Required work: Your answer must be the lines from the first record through the line that contains "function fill(path, color)", copied exactly and without any pictures.

Dataset entries
● ● ● ● ●

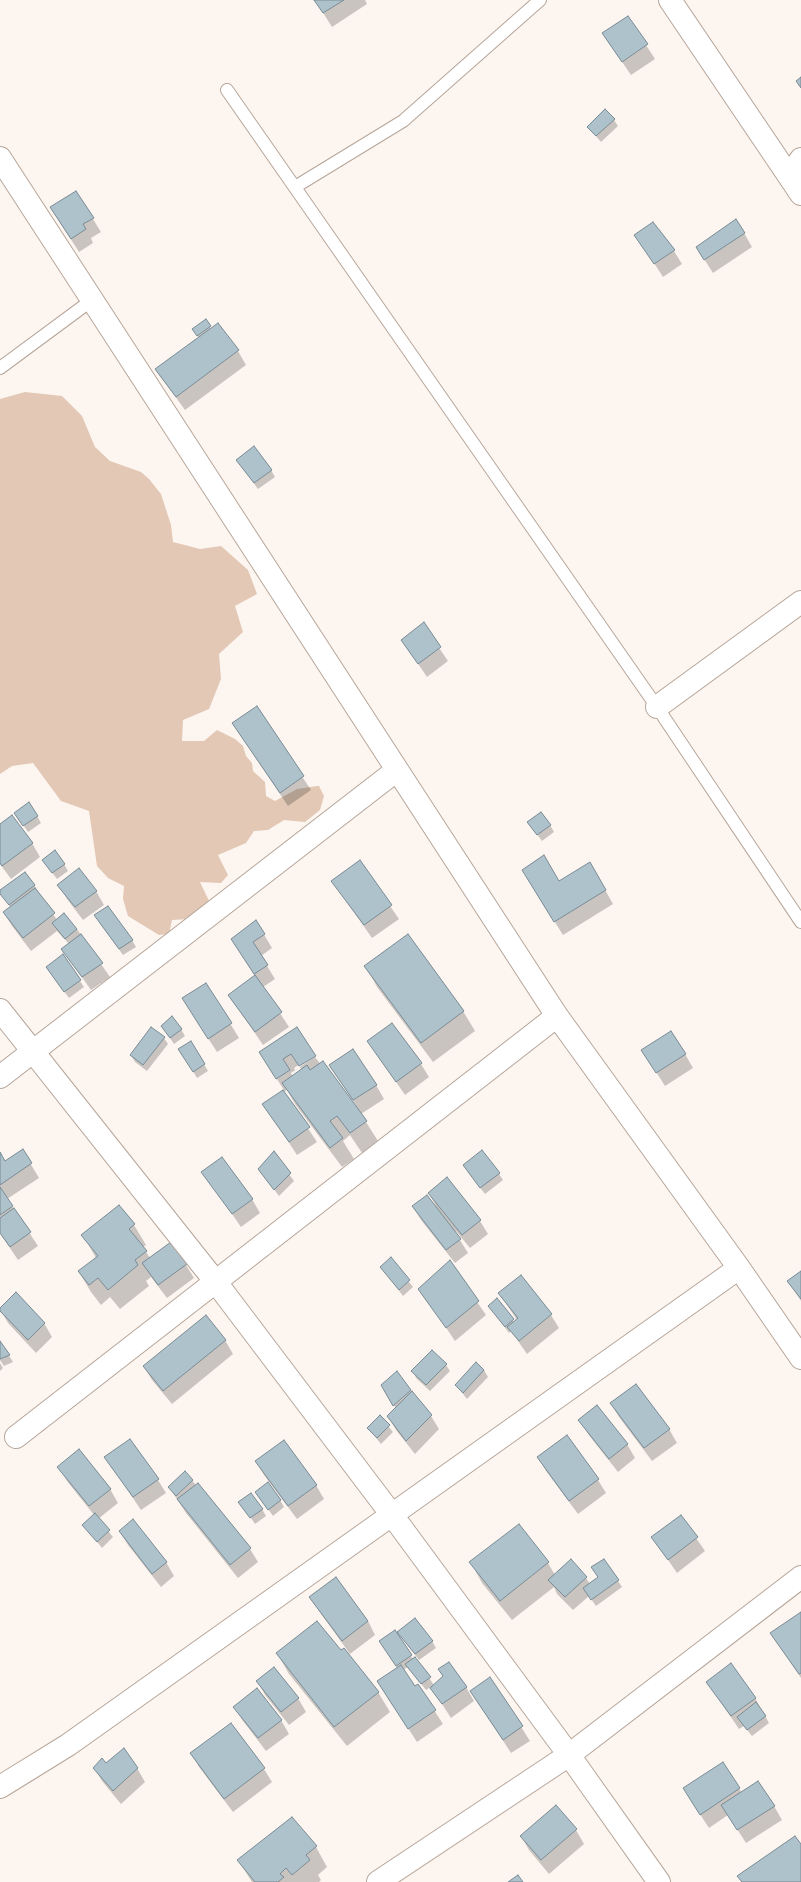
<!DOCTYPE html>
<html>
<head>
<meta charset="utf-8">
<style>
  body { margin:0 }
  canvas { display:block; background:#fdf5f0 }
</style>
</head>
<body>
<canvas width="801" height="1882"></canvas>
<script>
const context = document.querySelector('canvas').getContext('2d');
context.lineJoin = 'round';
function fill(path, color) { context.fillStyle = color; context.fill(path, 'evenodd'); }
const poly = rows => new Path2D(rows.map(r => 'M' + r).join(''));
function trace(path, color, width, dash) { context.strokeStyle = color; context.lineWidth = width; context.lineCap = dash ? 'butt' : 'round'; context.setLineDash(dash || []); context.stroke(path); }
fill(poly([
  [25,392,62,396,82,416,95,447,110,461,141,472,149,479,161,494,171,525,173,542,200,549,221,546,248,570,257,594,235,606,243,632,219,654,221,679,209,709,183,720,182,741,204,741,217,730,235,739,243,746,246,756,252,763,253,771,265,782,266,796,275,801,297,789,317,786,319,786,324,796,320,810,305,822,284,820,268,830,254,831,246,843,218,855,228,875,221,883,200,882,209,901,204,918,172,920,169,934,159,935,128,916,123,899,124,886,108,878,97,866,89,811,61,801,33,763,12,766,0,774,0,399]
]), '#e2c8b5');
fill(poly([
  [315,0,365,0,367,4,332,27],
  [628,17,655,59,631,75,603,34],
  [614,120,618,126,601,142,588,127],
  [51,208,93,219,101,232,91,238,93,243,79,252],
  [653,223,674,251,682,264,663,277,636,235],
  [744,233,752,247,713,273,697,248],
  [206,321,211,329,238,351,246,365,185,410,156,370,199,338,193,329],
  [241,466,271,470,275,477,258,489],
  [423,624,448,661,427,677,402,640],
  [256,707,311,790,288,806,233,724],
  [37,816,41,823,28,832,19,819],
  [528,822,550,825,554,832,542,841],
  [0,825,32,843,40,857,11,879,0,864],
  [359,861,399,919,372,938,332,881],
  [590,863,613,904,563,935,531,884,559,882],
  [64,864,68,871,57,879,47,866],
  [34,885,57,920,64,915,77,929,110,977,91,990,62,949,69,944,57,931,31,951,12,926,4,913,11,908,0,892],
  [59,885,96,891,104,905,83,920,67,899],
  [256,921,272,948,261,956,275,979,263,987,289,1027,263,1045,229,995,255,976,240,953],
  [99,922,132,940,136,947,123,955],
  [63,956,84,987,69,998,51,974],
  [366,967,463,1011,475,1031,433,1062,377,987],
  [206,984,239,1038,217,1052,191,1012],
  [162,1026,181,1029,185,1036,174,1044],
  [297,1029,314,1055,294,1068,295,1070,315,1057,358,1111,359,1110,339,1079,376,1085,384,1099,361,1114,378,1141,362,1153,350,1135,343,1141,354,1159,342,1167,295,1104,287,1090,284,1092,317,1142,297,1155,264,1105,284,1090,260,1053],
  [300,1067,302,1070,293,1077,291,1073],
  [164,1038,168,1044,147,1071,135,1062,131,1055],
  [368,1041,421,1064,429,1077,405,1095],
  [191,1042,208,1071,197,1078,180,1049],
  [685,1054,693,1068,665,1086,651,1064],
  [23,1151,39,1178,7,1199,38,1246,18,1260,0,1233,0,1154,5,1162],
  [274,1153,294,1181,279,1196,259,1169],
  [203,1172,252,1199,260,1213,241,1227],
  [468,1172,499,1174,503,1180,485,1194],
  [447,1178,480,1221,488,1234,470,1248,456,1231,455,1232,468,1253,455,1263,421,1220,413,1207,436,1206,429,1193],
  [134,1225,146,1245,143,1247,150,1258,186,1265,194,1278,167,1298,151,1277,146,1281,149,1286,120,1309,110,1297,101,1305,91,1292,79,1272,96,1258,83,1235],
  [391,1259,413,1287,403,1296,381,1267],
  [450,1262,486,1315,455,1341,420,1289],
  [801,1272,801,1301,788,1281],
  [499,1293,551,1315,559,1328,527,1354,511,1331,509,1333,489,1306,515,1322,517,1320],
  [0,1309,44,1323,52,1337,36,1353,8,1323],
  [225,1340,233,1354,172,1404,152,1380,144,1367],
  [0,1342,13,1362,4,1366,0,1360],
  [0,1363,3,1368,0,1371],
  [446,1365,450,1371,430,1391,416,1378,413,1371],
  [484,1370,488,1377,467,1399,456,1385],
  [383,1385,410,1390,431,1416,439,1429,415,1454,396,1430,388,1416,396,1409],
  [611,1404,669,1429,677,1443,652,1461,619,1417],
  [380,1416,393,1432,381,1444,368,1428],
  [580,1420,627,1444,635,1458,618,1472,588,1434],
  [105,1457,158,1480,166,1493,141,1510],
  [539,1458,598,1480,606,1493,578,1514,546,1471],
  [256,1461,316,1485,324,1499,297,1519,264,1475],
  [59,1467,110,1489,118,1503,98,1519,113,1537,102,1548,83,1525,94,1515,67,1481],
  [185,1472,250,1549,258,1562,238,1578,186,1513,169,1487],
  [256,1492,280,1500,284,1507,273,1516],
  [244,1508,262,1509,266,1516,255,1524],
  [681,1516,705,1551,677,1573,653,1538],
  [120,1532,166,1562,174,1576,161,1587,128,1545],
  [604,1560,622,1587,596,1606,589,1596,573,1610,557,1594,554,1587,512,1620,482,1583,471,1563,548,1563,555,1575,586,1578,590,1584,599,1578],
  [336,1579,368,1621,375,1635,350,1654,319,1611,311,1597],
  [801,1613,801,1678,771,1633],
  [395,1632,413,1659,415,1658,434,1685,466,1687,474,1701,451,1718,431,1687,426,1690,408,1667,403,1670,415,1687,418,1685,443,1724,417,1742,378,1682,397,1668,380,1642],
  [402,1638,432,1641,436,1648,419,1660],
  [341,1652,378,1692,390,1712,347,1746,289,1674,277,1653],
  [490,1678,530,1741,511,1753,471,1691],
  [258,1682,298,1698,306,1712,289,1725,265,1695],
  [707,1682,755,1698,769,1723,752,1736,744,1726,739,1729],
  [235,1708,281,1720,289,1734,266,1751,243,1721],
  [231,1724,264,1769,272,1782,233,1812,199,1767,192,1754],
  [723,1763,742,1793,774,1806,782,1820,746,1843,728,1815,709,1828,692,1802],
  [106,1764,137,1768,145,1782,121,1804,102,1781,94,1768],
  [556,1807,576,1830,584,1844,549,1874,529,1850,521,1836],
  [316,1847,327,1867,318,1875,321,1880,319,1882,252,1882,238,1860]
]), '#0003');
const building = poly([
  [314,0,344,0,323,13,314,0],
  [628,16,648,44,622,62,602,33,628,16],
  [801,77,801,88,796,81,801,77],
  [605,109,615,119,596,136,587,127,605,109],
  [76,191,94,218,83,224,86,229,71,239,50,207,76,191],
  [736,219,745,233,704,260,696,247,736,219],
  [653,222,675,250,654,264,634,235,653,222],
  [206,319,211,326,197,336,192,329,206,319],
  [218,323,239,350,176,397,155,369,218,323],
  [254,446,272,470,254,483,236,460,254,446],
  [424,622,441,647,418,664,401,640,424,622],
  [257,706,304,776,280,793,232,723,257,706],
  [29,802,38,816,23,826,14,813,29,802],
  [541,812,551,825,537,835,527,822,541,812],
  [12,815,33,843,2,866,0,863,0,824,12,815],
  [55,850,65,864,52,873,42,860,55,850],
  [544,855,559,881,590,862,606,890,554,922,522,870,544,855],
  [360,860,392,905,364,925,331,881,360,860],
  [79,868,97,891,75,907,57,885,79,868],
  [25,872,35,885,9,905,0,894,0,890,25,872],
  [35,888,55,913,23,938,3,912,35,888],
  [108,906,133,940,119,949,94,915,108,906],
  [64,913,77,929,65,939,52,923,64,913],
  [256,920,265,934,253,942,268,965,254,974,231,939,256,920],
  [81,934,103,963,82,977,61,949,81,934],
  [408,934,464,1011,421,1043,364,966,408,934],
  [63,954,81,980,64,992,46,967,63,954],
  [255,975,282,1012,255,1032,228,995,255,975],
  [206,983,232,1023,208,1039,182,998,206,983],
  [172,1016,182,1029,170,1038,161,1026,172,1016],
  [392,1023,422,1063,396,1082,367,1041,392,1023],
  [151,1027,165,1037,143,1065,130,1055,151,1027],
  [297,1027,316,1056,299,1066,291,1054,283,1059,290,1070,276,1079,259,1052,297,1027],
  [671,1031,686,1054,656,1073,641,1050,671,1031],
  [191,1041,205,1064,193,1072,178,1049,191,1041],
  [353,1049,377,1085,353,1100,329,1065,353,1049],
  [323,1061,367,1121,350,1133,337,1116,330,1121,343,1138,330,1148,282,1083,307,1065,310,1070,323,1061],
  [283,1090,310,1127,289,1142,262,1104,283,1090],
  [23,1149,32,1163,0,1185,0,1152,5,1161,23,1149],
  [482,1150,500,1173,480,1188,463,1165,482,1150],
  [274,1151,291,1173,274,1190,258,1169,274,1151],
  [222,1157,253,1199,232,1214,201,1172,222,1157],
  [447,1177,481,1220,462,1235,428,1193,447,1177],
  [0,1187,13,1206,0,1215,0,1187],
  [427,1195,461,1239,446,1250,412,1206,427,1195],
  [119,1205,135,1224,129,1229,147,1251,135,1260,138,1265,108,1290,98,1278,89,1285,78,1271,98,1256,81,1235,119,1205],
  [14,1208,31,1232,10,1247,0,1233,0,1218,14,1208],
  [171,1242,187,1264,158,1285,142,1263,171,1242],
  [391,1257,410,1280,399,1290,380,1267,391,1257],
  [450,1260,479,1301,446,1328,418,1289,450,1260],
  [801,1271,801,1299,787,1281,801,1271],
  [521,1275,552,1314,519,1341,507,1327,518,1318,498,1293,521,1275],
  [16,1292,45,1323,28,1340,0,1311,0,1308,16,1292],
  [497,1298,514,1319,505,1327,488,1306,497,1298],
  [206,1315,226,1340,163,1391,143,1366,206,1315],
  [0,1341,10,1355,0,1359,0,1341],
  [432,1350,447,1364,426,1385,411,1371,432,1350],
  [476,1362,484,1370,463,1393,455,1385,476,1362],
  [397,1371,411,1390,393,1406,381,1385,397,1371],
  [636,1384,670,1429,644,1448,610,1403,636,1384],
  [412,1391,432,1415,406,1441,387,1416,412,1391],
  [597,1405,628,1444,609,1459,578,1420,597,1405],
  [380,1415,390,1425,377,1438,367,1428,380,1415],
  [567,1435,599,1479,569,1501,537,1457,567,1435],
  [130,1439,159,1479,133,1497,104,1457,130,1439],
  [284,1440,317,1485,288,1506,255,1461,284,1440],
  [79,1449,111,1489,89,1506,57,1467,79,1449],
  [185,1471,193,1480,176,1496,168,1487,185,1471],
  [268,1482,281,1500,268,1510,255,1492,268,1482],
  [198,1483,251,1548,230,1565,177,1499,198,1483],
  [251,1493,263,1509,250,1518,238,1502,251,1493],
  [95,1513,110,1530,97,1542,82,1525,95,1513],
  [681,1515,698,1537,668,1560,651,1537,681,1515],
  [133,1519,167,1562,152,1574,119,1531,133,1519],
  [519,1524,549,1562,500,1601,469,1562,519,1524],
  [571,1559,587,1577,565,1597,548,1580,571,1559],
  [604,1559,619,1580,591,1600,583,1588,598,1577,591,1567,604,1559],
  [336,1577,368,1621,342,1641,309,1597,336,1577],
  [801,1612,801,1673,799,1674,770,1633,801,1612],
  [415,1618,433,1641,415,1654,397,1632,415,1618],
  [317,1621,341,1650,344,1648,379,1692,334,1727,276,1653,317,1621],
  [395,1630,412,1655,396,1666,379,1641,395,1630],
  [415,1657,431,1677,421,1684,405,1664,415,1657],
  [449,1662,467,1687,442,1704,430,1688,443,1676,438,1669,449,1662],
  [731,1663,756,1698,731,1716,706,1682,731,1663],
  [401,1665,415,1686,418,1684,436,1710,408,1729,377,1681,401,1665],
  [274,1667,299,1698,281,1712,256,1681,274,1667],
  [490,1677,523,1726,503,1740,470,1691,490,1677],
  [257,1688,282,1720,258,1738,233,1707,257,1688],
  [756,1702,766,1716,747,1730,737,1717,756,1702],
  [231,1723,265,1768,224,1799,190,1753,231,1723],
  [124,1748,138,1768,113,1791,93,1768,102,1758,106,1763,124,1748],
  [723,1762,740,1788,700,1815,683,1788,723,1762],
  [758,1781,775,1806,737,1830,721,1805,758,1781],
  [556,1805,577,1829,541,1860,520,1836,556,1805],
  [292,1817,317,1846,306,1855,310,1860,292,1875,286,1868,280,1874,284,1877,278,1882,255,1882,237,1860,292,1817],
  [795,1836,801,1844,801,1882,742,1882,737,1876,795,1836],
  [518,1875,523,1882,508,1882,518,1875]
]);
fill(building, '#aec2cc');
trace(building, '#798b95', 1);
const lane = poly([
  [227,90,657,707,801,922],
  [295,187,403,121,540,0],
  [0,368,92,300]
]);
const street = poly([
  [670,0,801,194],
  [0,158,557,1016,739,1268,801,1358],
  [798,190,797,165,801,159],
  [657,707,801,602],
  [0,1010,215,1281,392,1515,569,1755,659,1882],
  [0,1077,397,770],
  [16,1437,557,1016],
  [0,1787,68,1745,739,1268],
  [378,1882,569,1755,801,1577]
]);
trace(lane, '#b6a599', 14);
trace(street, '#b6a599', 24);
trace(lane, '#fff', 12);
trace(street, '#fff', 22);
</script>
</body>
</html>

● ● ● ● ●

Output of the task:
<!DOCTYPE html>
<html>
<head>
<meta charset="utf-8">
<style>
  body { margin:0 }
  canvas { display:block; background:#fdf5f0 }
</style>
</head>
<body>
<canvas width="801" height="1882"></canvas>
<script>
const context = document.querySelector('canvas').getContext('2d');
context.lineJoin = 'round';
function fill(path, color) { context.fillStyle = color; context.fill(path, 'evenodd'); }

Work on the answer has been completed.